Replies from: ikecomment by [deleted] · 2022-02-11T00:13:25.778Z · LW(p) · GW(p)
Thanks for the interesting question. So now the other question: it seems that these payments make these prediction markets causal, they themselves affect the outcome of their own predictions.
This seems like a bug. What about a prediction market based on 'reputation', where you start with little reputation and each accurate prediction, made in advance of the event happening and signed to the blockchain, increases reputation. You could also in theory use a similar kind of market for 'observation', as in, an observer who is a fair observer of events would record what they observed and gain reputation while 'alternative facts' biased observers lose reputation. Presumably the reputation updates would require some kind of inference to be performed automatically.
It has occurred to me that to make this work, both "observers" and "predictors" must be AI systems with fixed source code with their hashes committed to the blockchain. This makes them deterministic and this determinism can be checked by all chain members.
Anyways regardless of how we do it, this seems like a bug. The reason the "market price" is a fair price is because if it were consistently unfair, someone could make money off trades with their knowledge of the consistent unfairness, and after they gain sufficiently money, their 'votes' as a market participant grow in power until well informed participants effectively control the market price. (IRL example : hedge funds).
Presumably a market with 'reputation' or some other meta value that can be gained or lost would have this same convergence.
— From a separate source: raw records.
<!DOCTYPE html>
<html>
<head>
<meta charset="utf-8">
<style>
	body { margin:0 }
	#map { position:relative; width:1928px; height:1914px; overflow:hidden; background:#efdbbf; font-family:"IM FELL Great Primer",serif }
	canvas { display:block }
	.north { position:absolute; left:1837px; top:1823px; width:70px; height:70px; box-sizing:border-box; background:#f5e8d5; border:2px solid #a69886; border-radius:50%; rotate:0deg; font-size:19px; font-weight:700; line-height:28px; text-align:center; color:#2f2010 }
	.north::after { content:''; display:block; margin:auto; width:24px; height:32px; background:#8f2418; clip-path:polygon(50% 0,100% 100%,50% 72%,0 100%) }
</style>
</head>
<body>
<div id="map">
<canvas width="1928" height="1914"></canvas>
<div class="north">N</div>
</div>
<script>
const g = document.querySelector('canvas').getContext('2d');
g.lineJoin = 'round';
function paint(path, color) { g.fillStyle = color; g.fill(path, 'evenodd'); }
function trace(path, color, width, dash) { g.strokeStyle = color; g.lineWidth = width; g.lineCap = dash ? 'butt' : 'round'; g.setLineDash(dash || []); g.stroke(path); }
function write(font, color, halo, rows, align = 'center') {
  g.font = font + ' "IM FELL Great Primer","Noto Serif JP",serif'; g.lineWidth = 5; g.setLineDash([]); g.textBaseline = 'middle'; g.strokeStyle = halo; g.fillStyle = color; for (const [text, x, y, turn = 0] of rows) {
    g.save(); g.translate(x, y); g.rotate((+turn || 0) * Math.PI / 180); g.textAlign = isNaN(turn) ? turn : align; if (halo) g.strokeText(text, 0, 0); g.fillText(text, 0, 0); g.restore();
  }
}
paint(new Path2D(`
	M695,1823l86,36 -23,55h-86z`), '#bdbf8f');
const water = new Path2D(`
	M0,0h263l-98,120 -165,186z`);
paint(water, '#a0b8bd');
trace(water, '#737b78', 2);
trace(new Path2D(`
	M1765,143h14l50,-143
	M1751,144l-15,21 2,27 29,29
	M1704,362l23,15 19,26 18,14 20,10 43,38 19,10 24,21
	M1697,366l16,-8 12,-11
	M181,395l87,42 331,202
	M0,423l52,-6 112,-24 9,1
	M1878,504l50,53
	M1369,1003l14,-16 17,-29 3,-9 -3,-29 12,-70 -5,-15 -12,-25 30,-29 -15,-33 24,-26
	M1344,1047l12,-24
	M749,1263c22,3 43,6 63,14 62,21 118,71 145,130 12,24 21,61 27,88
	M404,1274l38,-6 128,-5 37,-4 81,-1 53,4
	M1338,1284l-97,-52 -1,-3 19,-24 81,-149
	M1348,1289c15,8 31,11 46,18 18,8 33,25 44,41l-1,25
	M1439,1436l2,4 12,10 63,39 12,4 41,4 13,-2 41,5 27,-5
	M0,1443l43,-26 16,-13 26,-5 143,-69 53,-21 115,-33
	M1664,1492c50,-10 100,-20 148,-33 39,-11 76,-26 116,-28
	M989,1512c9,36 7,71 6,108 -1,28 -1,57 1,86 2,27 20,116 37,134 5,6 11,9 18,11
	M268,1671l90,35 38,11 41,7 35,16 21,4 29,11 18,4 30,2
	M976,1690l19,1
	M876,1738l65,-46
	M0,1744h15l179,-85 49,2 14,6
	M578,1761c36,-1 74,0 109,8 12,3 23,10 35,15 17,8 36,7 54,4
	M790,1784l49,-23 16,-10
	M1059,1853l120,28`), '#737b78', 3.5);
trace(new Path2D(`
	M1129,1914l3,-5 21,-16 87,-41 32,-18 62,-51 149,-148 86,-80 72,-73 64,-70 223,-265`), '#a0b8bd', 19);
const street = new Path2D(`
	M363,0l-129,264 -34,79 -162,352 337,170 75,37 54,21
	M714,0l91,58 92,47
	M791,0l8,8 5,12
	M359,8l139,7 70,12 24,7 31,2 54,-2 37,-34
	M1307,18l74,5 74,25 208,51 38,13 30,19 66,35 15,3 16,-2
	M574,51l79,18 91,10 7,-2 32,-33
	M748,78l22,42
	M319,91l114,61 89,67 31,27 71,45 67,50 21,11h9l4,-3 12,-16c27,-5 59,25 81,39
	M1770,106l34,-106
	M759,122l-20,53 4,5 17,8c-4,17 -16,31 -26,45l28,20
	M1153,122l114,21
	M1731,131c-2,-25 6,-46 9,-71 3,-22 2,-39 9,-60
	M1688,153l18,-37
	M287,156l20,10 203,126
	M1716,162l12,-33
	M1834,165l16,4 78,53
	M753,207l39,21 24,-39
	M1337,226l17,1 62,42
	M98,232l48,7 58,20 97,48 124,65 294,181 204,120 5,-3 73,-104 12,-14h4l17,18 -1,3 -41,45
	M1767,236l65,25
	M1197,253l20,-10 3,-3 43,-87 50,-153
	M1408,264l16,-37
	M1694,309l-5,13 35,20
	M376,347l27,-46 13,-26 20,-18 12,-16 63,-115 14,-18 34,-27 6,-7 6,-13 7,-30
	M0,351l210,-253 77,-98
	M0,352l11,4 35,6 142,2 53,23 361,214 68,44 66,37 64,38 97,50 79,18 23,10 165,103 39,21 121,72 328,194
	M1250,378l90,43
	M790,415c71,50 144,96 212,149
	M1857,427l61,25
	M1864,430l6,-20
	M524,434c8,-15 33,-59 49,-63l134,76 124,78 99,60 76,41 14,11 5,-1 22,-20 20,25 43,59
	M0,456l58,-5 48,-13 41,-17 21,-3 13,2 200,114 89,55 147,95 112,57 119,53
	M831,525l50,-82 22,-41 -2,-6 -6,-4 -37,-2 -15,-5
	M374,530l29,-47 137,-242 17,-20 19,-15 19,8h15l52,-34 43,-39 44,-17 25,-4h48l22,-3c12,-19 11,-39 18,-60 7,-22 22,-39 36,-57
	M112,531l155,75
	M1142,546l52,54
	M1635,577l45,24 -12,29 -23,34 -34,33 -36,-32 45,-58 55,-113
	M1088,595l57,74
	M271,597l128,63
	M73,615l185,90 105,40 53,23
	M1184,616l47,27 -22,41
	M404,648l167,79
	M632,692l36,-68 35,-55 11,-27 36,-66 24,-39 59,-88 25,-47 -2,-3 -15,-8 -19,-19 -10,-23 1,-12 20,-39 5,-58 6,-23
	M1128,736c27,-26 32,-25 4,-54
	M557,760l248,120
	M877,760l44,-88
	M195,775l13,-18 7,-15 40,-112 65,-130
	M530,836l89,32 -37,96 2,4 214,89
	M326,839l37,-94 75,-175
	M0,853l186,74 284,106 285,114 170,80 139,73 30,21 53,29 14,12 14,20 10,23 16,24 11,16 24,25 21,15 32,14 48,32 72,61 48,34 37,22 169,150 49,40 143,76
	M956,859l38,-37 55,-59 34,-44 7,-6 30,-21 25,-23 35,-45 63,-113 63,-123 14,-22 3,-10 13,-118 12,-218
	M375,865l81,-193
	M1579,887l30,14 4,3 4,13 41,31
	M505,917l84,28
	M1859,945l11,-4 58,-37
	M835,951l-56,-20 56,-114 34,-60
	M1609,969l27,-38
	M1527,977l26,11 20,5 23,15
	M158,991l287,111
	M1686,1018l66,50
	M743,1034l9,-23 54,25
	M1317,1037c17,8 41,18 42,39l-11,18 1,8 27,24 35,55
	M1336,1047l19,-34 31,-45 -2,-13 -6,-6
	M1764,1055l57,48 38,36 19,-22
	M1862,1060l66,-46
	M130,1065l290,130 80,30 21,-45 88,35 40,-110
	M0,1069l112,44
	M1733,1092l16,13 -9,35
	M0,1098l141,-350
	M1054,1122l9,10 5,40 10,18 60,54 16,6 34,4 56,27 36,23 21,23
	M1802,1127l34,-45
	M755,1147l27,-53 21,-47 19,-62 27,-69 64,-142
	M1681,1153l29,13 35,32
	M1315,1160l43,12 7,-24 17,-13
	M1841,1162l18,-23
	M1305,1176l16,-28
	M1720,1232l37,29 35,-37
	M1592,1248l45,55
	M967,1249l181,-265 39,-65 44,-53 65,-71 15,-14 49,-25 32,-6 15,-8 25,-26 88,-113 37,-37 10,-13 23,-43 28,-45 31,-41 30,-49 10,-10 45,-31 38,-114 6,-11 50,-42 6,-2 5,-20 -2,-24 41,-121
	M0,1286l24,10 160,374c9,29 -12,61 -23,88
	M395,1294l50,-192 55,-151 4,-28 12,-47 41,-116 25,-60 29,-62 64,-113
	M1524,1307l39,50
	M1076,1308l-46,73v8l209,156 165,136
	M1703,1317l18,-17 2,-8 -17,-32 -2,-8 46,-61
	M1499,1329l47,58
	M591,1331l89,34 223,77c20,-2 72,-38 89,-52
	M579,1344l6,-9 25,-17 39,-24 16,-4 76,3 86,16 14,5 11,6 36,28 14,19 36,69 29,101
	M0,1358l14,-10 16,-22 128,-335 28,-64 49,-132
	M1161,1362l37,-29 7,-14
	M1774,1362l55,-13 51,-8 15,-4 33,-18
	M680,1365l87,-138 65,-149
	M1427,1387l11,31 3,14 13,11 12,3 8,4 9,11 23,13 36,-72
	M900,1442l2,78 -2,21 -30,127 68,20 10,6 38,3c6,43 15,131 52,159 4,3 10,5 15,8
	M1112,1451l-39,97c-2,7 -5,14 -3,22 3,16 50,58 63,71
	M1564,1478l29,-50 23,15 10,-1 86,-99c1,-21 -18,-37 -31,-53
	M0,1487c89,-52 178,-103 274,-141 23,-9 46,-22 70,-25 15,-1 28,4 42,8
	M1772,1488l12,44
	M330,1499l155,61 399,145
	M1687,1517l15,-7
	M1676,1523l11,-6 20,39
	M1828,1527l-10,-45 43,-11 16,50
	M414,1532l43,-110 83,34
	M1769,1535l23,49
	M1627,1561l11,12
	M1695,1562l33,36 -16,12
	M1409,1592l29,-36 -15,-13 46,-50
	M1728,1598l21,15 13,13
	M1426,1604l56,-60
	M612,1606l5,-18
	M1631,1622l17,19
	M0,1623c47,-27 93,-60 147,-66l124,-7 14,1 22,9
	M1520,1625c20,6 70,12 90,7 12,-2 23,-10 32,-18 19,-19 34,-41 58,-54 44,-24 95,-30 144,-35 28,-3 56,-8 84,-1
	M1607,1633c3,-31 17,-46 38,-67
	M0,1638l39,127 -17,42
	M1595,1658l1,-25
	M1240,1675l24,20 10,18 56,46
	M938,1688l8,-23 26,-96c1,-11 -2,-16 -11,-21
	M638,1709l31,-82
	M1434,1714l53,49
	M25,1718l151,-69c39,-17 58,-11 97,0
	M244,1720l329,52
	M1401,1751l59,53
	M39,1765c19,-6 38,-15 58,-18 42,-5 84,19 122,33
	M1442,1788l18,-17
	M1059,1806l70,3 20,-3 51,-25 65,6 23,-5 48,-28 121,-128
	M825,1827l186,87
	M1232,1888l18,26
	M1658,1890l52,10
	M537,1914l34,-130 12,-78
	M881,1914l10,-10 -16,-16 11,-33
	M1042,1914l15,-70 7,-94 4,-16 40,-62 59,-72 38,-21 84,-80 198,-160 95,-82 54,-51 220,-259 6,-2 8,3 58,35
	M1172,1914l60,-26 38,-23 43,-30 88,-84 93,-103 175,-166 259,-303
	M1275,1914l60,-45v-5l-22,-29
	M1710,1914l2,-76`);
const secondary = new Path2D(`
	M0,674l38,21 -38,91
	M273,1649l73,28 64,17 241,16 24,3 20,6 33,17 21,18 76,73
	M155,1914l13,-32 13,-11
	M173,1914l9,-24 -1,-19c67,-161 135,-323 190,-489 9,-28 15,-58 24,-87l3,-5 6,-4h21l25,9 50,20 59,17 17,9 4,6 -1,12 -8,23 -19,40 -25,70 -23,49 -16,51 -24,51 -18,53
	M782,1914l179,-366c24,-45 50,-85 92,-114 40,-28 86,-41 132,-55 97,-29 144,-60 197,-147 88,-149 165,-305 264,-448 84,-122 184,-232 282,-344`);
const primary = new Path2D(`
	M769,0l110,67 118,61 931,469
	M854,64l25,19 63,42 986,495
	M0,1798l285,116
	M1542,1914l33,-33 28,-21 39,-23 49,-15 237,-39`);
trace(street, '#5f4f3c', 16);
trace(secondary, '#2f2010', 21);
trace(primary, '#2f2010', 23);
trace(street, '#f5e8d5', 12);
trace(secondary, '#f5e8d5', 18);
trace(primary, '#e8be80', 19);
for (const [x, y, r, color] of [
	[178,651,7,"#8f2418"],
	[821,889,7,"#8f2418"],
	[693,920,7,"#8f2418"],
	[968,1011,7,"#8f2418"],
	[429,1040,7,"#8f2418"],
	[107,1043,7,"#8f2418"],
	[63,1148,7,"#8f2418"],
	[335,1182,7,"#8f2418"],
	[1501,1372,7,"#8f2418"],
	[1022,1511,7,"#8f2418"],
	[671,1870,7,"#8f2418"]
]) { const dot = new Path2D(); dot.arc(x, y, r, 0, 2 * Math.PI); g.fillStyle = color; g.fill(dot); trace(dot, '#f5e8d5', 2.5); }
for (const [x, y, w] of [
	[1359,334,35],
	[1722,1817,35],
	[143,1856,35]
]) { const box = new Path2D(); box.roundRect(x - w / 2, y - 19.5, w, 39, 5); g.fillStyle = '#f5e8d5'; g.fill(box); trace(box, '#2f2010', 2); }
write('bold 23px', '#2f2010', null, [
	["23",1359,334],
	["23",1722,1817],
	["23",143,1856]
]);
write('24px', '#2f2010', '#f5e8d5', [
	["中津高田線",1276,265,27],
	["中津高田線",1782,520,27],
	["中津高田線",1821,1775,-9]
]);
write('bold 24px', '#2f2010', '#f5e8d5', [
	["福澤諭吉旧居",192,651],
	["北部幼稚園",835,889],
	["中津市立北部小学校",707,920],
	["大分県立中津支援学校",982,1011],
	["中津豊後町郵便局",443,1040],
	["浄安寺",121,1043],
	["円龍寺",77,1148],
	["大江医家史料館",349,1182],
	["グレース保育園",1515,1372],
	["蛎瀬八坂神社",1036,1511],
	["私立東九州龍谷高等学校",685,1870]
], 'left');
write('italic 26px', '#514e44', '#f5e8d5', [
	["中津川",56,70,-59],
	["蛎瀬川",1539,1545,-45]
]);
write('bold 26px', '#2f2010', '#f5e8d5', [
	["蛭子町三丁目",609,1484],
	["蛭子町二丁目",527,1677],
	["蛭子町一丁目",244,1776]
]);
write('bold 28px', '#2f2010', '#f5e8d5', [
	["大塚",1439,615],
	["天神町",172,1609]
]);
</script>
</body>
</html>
So then how do you reward market participants to give them an incentive to gain reputation. What if...you could put predictions/observations onto the blockchain in encrypted form and later put on the blockchain the key. Then you could get paid as a high reputation observer/predictor to share your observations/predictions in advance with paying customers.
comment by Orborde · 2022-02-14T01:09:39.721Z · LW(p) · GW(p)
The mechanics here are pretty similar to assassination markets.
comment by honest_mistake · 2022-02-10T22:46:07.078Z · LW(p) · GW(p)
Built in to the premise of the question is that Earth values Ceres' loyalty more than Mars (otherwise Mars presumably wouldn't be able to use the prediction market as a hedge). I agree (I think?) that the prediction market lets you outsource the work to space pirates, but it seems also necessary to point out that at Earth is sending at least as much money as a counter force (encouraging 3rd parties to keep Ceres loyal).